Le titre de son deuxième long-métrage de cinéma proclame hautement une culpabilité de fait divers, à travers une parole que l’on craint bien vite de voir proférée par l’un des personnages : « Je suis un assassin ». En effet, le premier volet de l’intrigue, clairement policière et adaptée d’un roman de Donald E. Westlake, « Le Contrat », permet d’assister à la naissance d’un assassin : Ben (François Cluzet, superbe dans tous les registres, de l’insignifiance aux tourments, en passant par la séduction, la détermination ...), écrivain raté puisque obscur au point de ne plus trouver à être publié, se voit proposées, à l’occasion d’une rencontre fortuite, une publication et une forte somme d’argent. Il vient de recroiser la route d’une ancienne connaissance, Brice Kantor (Bernard Giraudeau, magistral de duplicité machiavélique), son exact contraire : écrivain à succès, vivant luxueusement de son art, celui-ci est en panne d’inspiration depuis sa séparation de sa femme Lucie (Anne Brochet, toute de séduction subtile). Le contrat : Ben livrera à Brice son prochain manuscrit, qui sera légèrement retravaillé par lui et publié sous son nom ; les deux complices se partageront les droits d’auteur ; mais pour cela, il faut éliminer la sangsue qui prive l’écrivain célèbre de la moitié de ses revenus ; ce sera l’autre face du travail de l’ombre qui incombera à Ben.

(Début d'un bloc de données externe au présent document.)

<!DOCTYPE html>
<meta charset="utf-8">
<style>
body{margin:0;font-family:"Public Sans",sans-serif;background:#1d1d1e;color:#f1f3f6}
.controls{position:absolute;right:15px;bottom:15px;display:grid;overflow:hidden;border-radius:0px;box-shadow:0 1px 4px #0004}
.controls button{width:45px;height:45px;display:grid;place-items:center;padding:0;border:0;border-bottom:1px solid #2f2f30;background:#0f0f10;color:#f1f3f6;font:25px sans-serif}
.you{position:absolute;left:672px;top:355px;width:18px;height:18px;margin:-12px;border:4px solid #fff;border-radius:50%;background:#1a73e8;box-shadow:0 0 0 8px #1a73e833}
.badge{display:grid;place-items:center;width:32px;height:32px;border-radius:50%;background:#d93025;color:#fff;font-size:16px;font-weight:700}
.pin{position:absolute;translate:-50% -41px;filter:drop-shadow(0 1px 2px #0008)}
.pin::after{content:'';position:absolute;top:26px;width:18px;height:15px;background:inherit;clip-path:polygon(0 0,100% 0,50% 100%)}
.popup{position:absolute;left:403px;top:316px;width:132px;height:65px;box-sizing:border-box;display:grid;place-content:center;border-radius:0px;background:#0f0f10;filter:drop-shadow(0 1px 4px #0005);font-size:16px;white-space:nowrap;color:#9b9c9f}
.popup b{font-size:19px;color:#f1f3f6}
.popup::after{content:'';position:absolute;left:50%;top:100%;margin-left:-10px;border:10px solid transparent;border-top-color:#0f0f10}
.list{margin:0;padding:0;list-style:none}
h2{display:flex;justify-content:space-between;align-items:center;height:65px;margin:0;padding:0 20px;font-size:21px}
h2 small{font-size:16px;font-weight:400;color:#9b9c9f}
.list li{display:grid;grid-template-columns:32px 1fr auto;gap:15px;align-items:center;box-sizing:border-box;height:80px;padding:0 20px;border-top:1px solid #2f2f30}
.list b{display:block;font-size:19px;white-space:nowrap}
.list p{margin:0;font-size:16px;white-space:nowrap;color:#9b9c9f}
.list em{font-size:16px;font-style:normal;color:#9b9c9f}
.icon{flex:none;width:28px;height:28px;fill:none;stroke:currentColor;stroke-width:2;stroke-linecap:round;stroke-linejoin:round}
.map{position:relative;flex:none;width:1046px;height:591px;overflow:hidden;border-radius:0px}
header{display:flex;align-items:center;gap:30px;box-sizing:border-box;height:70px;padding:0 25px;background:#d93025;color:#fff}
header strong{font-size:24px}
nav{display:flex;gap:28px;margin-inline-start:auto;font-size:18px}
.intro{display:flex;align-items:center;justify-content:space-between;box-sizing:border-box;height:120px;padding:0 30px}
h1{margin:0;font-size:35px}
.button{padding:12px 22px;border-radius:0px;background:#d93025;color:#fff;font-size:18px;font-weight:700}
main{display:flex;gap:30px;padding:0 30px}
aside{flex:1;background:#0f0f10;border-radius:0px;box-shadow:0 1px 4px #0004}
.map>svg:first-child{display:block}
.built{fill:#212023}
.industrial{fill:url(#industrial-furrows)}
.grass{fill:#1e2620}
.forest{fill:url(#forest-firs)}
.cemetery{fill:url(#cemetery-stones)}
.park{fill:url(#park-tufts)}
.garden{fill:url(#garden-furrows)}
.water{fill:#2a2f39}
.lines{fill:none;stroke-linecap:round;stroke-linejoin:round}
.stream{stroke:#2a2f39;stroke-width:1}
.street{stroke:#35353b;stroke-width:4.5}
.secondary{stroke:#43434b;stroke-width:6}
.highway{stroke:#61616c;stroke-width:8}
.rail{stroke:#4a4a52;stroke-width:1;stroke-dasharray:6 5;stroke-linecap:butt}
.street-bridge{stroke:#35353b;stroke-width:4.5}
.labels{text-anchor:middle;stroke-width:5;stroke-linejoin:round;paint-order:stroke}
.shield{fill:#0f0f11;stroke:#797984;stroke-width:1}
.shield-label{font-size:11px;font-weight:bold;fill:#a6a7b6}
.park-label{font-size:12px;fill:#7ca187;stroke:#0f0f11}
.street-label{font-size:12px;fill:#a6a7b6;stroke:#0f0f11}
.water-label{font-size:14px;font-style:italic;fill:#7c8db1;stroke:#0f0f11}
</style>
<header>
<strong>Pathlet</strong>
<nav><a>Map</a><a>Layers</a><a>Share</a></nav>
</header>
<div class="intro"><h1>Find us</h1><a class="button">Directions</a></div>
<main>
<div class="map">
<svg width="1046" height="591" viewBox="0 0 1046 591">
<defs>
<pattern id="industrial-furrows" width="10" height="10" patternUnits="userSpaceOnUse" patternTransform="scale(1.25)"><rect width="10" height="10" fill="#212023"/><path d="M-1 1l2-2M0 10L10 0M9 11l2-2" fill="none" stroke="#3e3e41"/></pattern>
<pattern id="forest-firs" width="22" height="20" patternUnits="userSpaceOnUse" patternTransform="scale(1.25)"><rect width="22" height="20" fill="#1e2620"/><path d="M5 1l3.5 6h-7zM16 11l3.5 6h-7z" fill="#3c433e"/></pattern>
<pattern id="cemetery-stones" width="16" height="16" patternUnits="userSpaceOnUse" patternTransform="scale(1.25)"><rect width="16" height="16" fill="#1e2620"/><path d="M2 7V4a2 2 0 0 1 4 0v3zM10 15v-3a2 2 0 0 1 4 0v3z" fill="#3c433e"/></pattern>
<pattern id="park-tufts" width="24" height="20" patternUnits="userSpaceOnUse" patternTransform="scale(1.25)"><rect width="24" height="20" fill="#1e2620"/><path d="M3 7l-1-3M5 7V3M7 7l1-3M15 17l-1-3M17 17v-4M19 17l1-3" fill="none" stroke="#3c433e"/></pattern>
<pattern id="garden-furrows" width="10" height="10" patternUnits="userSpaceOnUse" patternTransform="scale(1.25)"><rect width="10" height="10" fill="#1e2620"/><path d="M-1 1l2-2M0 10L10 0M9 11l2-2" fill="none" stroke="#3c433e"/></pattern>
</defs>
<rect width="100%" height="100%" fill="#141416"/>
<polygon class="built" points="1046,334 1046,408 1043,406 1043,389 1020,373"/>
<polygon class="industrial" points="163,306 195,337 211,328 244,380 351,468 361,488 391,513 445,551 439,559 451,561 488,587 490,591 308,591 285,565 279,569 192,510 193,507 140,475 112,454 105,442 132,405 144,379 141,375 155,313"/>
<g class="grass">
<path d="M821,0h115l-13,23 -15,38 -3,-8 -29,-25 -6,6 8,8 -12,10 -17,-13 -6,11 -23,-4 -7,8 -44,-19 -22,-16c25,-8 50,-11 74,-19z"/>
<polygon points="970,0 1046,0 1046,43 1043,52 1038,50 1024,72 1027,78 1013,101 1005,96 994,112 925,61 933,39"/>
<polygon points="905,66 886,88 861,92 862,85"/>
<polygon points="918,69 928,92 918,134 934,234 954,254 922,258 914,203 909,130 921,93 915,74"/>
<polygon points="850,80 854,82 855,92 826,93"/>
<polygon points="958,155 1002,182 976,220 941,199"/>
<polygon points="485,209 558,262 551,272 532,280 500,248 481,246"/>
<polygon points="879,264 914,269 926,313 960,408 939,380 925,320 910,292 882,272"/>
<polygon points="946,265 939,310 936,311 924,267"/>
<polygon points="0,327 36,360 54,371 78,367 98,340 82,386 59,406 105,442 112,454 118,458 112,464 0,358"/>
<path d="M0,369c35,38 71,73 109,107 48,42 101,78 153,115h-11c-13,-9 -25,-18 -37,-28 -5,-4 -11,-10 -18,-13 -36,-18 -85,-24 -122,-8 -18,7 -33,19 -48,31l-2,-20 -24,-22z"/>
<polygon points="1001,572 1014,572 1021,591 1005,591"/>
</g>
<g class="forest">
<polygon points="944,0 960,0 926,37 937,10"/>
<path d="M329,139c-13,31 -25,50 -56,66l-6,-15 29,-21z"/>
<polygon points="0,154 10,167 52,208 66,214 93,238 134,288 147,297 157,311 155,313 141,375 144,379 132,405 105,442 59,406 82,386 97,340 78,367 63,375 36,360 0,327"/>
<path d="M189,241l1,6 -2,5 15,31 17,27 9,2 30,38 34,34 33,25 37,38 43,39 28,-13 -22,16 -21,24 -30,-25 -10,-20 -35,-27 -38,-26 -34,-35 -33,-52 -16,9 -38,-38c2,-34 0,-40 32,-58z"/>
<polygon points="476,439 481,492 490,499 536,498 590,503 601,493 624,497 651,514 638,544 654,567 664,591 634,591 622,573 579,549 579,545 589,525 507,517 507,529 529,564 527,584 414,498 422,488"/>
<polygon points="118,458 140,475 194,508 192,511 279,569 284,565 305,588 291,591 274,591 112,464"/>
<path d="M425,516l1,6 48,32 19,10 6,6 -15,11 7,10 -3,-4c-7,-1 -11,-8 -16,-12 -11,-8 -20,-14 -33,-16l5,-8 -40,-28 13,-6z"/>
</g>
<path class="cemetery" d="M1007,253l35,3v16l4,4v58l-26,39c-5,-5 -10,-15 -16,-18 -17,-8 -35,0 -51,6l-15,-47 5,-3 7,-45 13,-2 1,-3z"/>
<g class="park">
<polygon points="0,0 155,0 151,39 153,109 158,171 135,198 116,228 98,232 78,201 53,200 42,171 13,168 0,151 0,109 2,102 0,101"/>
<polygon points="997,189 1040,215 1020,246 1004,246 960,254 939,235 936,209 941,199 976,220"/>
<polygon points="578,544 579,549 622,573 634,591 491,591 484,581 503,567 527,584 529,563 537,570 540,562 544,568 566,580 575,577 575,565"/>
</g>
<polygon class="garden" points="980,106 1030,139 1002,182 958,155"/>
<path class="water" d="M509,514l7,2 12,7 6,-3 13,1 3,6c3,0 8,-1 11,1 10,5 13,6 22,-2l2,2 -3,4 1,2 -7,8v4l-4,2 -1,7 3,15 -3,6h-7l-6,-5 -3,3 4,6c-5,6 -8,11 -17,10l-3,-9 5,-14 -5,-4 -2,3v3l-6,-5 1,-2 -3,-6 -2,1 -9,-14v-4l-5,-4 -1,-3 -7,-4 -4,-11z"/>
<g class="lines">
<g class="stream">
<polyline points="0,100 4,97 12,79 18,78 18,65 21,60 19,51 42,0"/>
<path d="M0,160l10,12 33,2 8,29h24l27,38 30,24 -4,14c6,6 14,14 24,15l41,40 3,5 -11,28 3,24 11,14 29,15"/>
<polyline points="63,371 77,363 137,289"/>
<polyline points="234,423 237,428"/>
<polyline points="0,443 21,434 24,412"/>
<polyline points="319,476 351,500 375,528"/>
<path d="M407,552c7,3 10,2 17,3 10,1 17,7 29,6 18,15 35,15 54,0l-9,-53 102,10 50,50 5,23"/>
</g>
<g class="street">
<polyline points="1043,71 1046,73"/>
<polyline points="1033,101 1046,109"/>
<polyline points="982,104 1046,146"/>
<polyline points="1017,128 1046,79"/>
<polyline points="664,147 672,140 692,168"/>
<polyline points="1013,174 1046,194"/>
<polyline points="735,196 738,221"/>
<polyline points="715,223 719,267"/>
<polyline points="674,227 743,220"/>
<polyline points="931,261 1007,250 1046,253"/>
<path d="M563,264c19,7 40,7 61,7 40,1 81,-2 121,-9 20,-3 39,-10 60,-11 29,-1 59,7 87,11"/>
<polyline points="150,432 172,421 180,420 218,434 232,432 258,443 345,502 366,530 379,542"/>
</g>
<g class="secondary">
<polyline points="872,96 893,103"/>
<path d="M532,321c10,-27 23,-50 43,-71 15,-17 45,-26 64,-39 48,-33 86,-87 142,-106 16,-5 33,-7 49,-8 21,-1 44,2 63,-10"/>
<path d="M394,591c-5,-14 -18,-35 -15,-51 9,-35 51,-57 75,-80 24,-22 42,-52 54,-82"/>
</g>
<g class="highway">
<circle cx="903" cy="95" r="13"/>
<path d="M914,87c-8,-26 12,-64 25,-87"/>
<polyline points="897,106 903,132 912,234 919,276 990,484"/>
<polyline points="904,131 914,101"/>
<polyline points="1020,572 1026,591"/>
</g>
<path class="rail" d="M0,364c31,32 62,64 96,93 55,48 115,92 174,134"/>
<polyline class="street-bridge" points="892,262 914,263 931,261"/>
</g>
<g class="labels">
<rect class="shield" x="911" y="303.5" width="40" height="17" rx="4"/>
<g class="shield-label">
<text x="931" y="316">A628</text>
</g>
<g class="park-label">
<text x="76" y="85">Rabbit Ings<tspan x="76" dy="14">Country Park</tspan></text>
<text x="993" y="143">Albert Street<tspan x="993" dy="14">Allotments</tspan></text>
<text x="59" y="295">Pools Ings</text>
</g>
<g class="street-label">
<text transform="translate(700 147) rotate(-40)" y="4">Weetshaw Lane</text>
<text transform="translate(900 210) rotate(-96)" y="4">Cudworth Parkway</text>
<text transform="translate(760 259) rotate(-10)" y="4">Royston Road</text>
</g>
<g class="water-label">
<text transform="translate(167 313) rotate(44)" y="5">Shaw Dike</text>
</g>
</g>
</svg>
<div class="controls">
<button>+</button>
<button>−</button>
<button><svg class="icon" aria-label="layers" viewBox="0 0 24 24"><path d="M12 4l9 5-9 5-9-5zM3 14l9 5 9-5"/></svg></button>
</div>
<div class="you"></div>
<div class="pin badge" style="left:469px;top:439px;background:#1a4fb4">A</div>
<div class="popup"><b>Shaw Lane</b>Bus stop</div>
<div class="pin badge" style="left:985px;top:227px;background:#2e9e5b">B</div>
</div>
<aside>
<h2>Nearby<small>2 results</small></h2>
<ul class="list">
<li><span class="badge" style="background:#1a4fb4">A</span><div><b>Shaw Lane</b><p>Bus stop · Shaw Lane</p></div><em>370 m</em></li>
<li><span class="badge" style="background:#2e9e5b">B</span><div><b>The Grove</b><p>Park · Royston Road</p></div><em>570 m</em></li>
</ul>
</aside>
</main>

Sur cette base extrêmement romanesque, à laquelle le jeu très nuancé des acteurs parvient toutefois à nous faire adhérer, Thomas Vincent va tailler un chemin de folie, dans lequel le rôle de l’épouse de Ben, Suzy (Karin Viard, magnifiquement détraquée), se voit renforcé par rapport au roman. Ce qui l’intéresse n’est en effet plus le caractère policier de l’intrigue et de l’enquête qui sera menée mais le dérapage des êtres : de quelle façon un crime parfait pourra-t-il voir ses objectifs compromis par la non-résistance des protagonistes à cette perfection même et à l’impunité qu’elle promet ? Plus singulier : comment le coupable, admirable maître d’œuvre, pourra-t-il être le seul à ne pas se sentir tel, tout allégée que sera sa conscience par la perfection de son geste et la clarté de ses objectifs ? Pas supplémentaire vers la folie : de quelle manière ses complices aux mains blanches pourront-ils se retrouver lestés de tout le poids de la culpabilité, au point de cesser de vivre en étant animés par un principe de survie et de se trouver véritablement aimantés, happés par la mort qui a déjà englouti la victime ?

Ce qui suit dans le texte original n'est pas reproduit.